Learning Concurrent Programming in Scala (A.Prokopec)
It’s a must read for all programmers coming from languages, where you don’t have to worry about concurrency, like JS or PHP, but of course not only for them. Author starts from building up foundations by describing Java Memory Model and concurrency primitives, and follows with modern concurrency abstractions and models, including actors and reactive programming.
Concurrency support with FP are the primary reasons for Scala commercial adoption, so this work together with Chisano & Bjarnason’s book give you a very good sense of how and what for Scala can be used.
Learning Concurrent Programming in Scala on Packtpub.
Programming Scala: Scalability = Functional Programming + Objects (D.Wampler, A.Payne)
The step no. 4. Although I reached for this book when I wanted to deepen my understanding of several more advanced concepts, the book itself is like a bible, a thorough work stretching from complete basics till topics like metaprogramming. Perhaps it could work for a Scala newbie too. Well written, clear and deep. It’s less popular than M.Odersky et al. “Programming in Scala”, but definitely worth checking. I decided for this one, as 3rd edition of M.Odersky book was not yet available, and I wished to have a more up-to-date title.
Programming Scala on O’Reilly.
Advanced Scala with Cats (N.Welsh, D.Gurnell)
It’s a little gem. I couldn’t find for a while a practical and systematic introduction to type classes and basic categories, that would be focused on Scala, so I was very happy when I found this book.

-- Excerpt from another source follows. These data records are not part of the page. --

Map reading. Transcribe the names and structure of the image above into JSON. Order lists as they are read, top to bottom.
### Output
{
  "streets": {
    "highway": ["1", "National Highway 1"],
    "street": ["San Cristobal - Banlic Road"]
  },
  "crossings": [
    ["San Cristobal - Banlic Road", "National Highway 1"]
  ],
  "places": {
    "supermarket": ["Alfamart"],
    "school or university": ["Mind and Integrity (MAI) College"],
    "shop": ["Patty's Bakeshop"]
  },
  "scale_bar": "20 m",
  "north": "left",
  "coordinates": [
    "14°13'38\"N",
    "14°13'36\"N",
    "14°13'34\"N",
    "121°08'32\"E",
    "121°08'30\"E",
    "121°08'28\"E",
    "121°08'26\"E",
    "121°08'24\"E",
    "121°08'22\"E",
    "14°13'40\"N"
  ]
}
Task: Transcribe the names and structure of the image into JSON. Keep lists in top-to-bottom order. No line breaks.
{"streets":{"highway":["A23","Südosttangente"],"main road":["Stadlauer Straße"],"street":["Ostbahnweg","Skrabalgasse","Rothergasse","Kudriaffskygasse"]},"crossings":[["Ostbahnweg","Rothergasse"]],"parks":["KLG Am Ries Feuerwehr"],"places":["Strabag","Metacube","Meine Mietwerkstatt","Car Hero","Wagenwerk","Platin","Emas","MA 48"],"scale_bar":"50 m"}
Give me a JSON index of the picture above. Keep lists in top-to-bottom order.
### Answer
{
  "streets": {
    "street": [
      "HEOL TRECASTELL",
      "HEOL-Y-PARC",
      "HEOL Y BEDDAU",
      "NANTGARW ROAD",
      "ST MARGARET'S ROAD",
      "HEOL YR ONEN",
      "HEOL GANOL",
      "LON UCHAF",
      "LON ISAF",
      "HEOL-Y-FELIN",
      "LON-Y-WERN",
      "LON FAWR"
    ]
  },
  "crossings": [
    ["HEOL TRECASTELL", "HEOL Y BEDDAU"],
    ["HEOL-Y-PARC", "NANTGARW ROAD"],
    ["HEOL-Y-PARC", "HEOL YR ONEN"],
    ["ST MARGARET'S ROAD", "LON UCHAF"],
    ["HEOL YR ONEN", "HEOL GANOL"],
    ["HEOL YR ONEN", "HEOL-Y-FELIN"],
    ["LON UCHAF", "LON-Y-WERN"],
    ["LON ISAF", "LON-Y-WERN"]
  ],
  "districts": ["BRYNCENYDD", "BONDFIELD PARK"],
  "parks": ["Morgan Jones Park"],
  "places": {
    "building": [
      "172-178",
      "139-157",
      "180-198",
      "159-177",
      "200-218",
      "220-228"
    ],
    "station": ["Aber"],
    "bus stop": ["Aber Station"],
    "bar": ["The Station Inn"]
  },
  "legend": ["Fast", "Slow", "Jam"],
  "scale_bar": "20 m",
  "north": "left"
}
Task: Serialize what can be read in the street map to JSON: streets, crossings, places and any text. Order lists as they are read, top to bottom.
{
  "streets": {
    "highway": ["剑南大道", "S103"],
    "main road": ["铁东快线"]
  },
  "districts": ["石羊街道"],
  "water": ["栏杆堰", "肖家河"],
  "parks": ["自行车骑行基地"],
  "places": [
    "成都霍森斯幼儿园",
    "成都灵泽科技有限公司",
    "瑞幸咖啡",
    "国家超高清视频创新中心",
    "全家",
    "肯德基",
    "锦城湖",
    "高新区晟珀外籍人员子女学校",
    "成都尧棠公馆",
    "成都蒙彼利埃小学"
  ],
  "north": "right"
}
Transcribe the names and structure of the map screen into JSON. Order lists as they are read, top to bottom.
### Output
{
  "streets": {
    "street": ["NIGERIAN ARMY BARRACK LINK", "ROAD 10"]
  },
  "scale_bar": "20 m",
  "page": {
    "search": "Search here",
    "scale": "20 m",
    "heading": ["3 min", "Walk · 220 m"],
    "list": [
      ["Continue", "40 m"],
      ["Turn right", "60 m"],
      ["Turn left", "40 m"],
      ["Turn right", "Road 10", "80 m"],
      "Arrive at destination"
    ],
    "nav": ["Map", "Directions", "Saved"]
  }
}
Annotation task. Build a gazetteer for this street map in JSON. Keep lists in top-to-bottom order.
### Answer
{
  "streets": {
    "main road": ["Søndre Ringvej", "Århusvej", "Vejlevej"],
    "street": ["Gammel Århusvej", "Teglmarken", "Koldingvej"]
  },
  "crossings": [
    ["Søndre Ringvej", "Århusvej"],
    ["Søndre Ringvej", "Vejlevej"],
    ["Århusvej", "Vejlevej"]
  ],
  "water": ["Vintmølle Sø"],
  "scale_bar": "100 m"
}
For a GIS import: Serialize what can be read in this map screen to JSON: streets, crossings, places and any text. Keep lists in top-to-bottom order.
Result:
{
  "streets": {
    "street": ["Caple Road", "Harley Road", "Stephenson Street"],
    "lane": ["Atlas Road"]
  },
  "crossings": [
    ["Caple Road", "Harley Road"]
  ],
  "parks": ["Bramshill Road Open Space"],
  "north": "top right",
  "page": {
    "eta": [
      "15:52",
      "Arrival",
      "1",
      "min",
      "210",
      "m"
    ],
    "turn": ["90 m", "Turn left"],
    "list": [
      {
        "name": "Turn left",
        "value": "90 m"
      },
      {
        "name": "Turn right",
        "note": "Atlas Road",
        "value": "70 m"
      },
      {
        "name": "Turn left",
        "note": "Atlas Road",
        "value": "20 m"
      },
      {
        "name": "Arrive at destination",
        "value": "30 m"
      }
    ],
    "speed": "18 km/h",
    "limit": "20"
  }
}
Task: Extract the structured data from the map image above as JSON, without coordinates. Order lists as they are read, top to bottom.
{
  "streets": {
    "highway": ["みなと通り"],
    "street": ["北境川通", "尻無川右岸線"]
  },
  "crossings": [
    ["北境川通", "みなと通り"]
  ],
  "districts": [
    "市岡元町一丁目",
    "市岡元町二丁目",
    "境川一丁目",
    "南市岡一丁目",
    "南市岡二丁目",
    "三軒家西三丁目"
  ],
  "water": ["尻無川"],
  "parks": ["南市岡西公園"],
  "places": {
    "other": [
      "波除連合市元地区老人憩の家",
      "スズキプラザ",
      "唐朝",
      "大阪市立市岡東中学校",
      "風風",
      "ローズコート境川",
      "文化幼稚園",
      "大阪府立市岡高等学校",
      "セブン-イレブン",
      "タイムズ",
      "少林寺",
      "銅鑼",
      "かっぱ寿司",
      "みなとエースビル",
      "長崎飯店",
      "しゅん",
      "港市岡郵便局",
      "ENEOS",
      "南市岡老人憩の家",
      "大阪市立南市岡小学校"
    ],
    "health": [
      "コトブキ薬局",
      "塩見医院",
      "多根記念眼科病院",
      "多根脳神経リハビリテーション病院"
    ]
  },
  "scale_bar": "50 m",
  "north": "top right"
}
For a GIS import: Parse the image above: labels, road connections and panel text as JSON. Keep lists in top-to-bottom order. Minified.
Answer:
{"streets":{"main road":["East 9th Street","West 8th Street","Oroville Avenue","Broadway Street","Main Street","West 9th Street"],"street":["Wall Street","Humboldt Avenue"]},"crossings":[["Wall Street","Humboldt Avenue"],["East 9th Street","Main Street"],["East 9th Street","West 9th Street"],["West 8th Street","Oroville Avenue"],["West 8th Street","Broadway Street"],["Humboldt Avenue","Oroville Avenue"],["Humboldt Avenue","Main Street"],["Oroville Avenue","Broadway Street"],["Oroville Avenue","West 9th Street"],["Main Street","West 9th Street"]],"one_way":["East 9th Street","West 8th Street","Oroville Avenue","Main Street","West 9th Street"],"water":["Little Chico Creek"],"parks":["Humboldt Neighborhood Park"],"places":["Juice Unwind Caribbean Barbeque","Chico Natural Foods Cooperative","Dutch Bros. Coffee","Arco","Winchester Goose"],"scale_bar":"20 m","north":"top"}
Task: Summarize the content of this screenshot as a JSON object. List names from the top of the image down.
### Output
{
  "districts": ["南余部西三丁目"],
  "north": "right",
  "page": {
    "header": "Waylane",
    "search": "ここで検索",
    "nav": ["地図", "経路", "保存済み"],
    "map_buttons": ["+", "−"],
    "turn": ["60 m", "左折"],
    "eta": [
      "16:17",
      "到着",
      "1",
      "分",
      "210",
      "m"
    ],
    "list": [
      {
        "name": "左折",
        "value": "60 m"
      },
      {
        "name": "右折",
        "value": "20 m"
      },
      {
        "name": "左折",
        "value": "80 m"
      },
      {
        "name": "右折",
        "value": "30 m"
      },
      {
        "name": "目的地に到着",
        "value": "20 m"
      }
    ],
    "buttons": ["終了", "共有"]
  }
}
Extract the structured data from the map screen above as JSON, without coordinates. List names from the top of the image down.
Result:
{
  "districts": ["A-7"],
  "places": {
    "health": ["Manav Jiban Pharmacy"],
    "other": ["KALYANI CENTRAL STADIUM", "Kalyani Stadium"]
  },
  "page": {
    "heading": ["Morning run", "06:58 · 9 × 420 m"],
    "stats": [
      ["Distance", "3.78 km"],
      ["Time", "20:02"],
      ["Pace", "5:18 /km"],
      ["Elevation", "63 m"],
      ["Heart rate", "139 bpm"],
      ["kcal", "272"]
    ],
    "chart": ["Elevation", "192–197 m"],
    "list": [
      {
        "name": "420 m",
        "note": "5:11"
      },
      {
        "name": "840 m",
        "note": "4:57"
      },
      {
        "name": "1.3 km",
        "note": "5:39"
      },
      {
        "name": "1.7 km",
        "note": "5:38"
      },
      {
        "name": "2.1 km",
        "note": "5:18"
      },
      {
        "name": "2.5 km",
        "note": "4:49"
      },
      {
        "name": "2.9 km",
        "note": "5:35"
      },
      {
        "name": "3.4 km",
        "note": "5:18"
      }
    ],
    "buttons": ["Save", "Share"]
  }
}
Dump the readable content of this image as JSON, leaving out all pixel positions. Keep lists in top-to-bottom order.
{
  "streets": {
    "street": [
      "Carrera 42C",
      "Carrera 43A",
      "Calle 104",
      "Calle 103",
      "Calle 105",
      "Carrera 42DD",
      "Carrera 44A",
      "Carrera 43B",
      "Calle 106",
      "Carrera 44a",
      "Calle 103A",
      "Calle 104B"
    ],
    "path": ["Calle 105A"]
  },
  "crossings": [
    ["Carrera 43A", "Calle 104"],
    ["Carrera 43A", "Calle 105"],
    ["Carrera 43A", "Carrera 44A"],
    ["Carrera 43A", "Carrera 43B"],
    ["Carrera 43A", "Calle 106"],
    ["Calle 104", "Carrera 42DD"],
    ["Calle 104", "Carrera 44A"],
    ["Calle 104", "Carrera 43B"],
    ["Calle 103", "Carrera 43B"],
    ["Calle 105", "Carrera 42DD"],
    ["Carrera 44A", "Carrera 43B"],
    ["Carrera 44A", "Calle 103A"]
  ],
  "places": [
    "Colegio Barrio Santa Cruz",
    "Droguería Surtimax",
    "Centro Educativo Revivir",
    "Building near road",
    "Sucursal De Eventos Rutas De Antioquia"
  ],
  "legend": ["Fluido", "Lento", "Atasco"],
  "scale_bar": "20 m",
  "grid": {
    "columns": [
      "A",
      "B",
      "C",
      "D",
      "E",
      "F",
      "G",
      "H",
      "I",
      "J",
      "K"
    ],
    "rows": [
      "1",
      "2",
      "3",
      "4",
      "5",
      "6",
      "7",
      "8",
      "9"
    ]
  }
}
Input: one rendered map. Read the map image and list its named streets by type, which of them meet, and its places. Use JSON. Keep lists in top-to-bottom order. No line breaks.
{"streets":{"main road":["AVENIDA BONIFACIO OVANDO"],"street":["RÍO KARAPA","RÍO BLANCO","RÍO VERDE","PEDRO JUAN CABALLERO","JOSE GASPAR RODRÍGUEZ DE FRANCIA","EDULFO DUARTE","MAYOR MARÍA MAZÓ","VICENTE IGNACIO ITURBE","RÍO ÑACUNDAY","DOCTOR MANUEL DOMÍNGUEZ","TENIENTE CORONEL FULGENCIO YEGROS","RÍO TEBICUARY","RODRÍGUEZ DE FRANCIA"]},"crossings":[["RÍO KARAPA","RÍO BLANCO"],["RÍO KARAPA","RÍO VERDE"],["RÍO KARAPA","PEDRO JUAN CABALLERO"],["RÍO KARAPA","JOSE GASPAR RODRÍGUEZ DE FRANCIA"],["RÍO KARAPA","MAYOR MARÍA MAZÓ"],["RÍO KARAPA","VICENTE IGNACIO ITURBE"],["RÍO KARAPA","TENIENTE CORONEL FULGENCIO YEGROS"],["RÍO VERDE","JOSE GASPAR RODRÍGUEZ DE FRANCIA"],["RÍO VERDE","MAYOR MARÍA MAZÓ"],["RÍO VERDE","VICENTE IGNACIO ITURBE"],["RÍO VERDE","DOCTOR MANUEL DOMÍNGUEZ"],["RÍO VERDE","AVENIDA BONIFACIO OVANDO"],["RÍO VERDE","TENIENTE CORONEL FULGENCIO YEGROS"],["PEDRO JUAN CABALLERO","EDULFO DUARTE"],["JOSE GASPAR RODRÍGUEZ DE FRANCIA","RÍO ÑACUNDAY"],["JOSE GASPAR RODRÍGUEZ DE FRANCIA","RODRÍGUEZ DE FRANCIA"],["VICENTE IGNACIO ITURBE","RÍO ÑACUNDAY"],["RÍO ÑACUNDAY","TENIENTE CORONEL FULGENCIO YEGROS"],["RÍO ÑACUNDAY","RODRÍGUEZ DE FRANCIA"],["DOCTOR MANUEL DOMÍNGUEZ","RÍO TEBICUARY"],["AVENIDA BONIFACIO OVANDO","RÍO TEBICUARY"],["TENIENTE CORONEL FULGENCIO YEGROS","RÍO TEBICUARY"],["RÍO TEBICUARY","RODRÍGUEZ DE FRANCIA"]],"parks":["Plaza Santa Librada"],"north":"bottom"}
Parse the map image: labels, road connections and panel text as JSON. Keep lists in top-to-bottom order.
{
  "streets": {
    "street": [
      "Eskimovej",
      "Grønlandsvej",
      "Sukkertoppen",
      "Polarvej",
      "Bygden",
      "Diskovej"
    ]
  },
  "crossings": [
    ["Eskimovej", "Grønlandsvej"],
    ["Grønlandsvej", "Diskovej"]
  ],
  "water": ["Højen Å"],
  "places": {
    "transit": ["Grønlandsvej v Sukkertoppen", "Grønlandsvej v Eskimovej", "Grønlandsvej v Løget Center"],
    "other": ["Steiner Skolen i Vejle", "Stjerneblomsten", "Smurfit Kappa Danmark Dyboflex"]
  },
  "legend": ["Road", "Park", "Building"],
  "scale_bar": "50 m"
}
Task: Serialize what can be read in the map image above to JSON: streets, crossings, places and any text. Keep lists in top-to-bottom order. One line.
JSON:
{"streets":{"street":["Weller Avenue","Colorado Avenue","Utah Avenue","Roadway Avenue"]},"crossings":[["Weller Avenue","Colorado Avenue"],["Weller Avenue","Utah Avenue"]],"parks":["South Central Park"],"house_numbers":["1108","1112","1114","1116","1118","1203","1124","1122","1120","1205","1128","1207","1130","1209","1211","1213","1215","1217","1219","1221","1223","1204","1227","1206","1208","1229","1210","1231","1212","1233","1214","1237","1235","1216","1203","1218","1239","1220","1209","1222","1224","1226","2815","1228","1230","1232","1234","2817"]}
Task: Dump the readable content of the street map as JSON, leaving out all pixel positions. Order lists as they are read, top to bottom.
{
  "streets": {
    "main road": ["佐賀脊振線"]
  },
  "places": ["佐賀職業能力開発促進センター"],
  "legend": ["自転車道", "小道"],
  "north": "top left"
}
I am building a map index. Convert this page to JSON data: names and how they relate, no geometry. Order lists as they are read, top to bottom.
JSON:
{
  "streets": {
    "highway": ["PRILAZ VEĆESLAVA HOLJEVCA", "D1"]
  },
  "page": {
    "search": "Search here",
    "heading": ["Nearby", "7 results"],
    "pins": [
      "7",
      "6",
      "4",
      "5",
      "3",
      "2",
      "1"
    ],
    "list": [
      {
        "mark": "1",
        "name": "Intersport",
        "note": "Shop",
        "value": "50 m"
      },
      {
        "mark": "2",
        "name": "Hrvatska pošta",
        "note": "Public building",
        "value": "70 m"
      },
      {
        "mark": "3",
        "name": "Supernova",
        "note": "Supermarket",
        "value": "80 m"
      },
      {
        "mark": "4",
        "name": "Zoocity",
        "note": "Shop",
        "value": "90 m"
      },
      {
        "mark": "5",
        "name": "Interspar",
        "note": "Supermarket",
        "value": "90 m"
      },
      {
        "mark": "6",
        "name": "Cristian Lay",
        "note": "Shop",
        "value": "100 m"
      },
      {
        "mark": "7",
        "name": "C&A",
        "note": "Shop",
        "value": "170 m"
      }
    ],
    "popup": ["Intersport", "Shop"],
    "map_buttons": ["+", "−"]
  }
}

Although the title announces that it’s based on Cats library, major part of examples from the first part of the book is written in a generic way, with no dependencies on any library, so if you prefer Scalaz or need something more general, then this book will serve you well too.
Advanced Scala with Cats comes from Underscore.
Functional and Reactive Domain Modelling (D.Ghosh)
The last piece of puzzle. Scala is a rich ecosystem, having often multiple ways of doing the same thing. Other books put emphasis on particular topics, details, and sometimes one may feel a bit lost and have difficulties to figure out how to put all this stuff together. And here comes in handy Ghosh’s book. Here you can get familiar with common FP modelling techniques, see how to leverage language richness and functional design patterns in order to build expressive models for a real life domain. Author solves one problem using different approaches, so you can compare and better understand their differences, costs and advantages. You will find here variety of modern architectures and learn how to implement them in Scala.
Functional and Reactive Domain Modelling on Manning.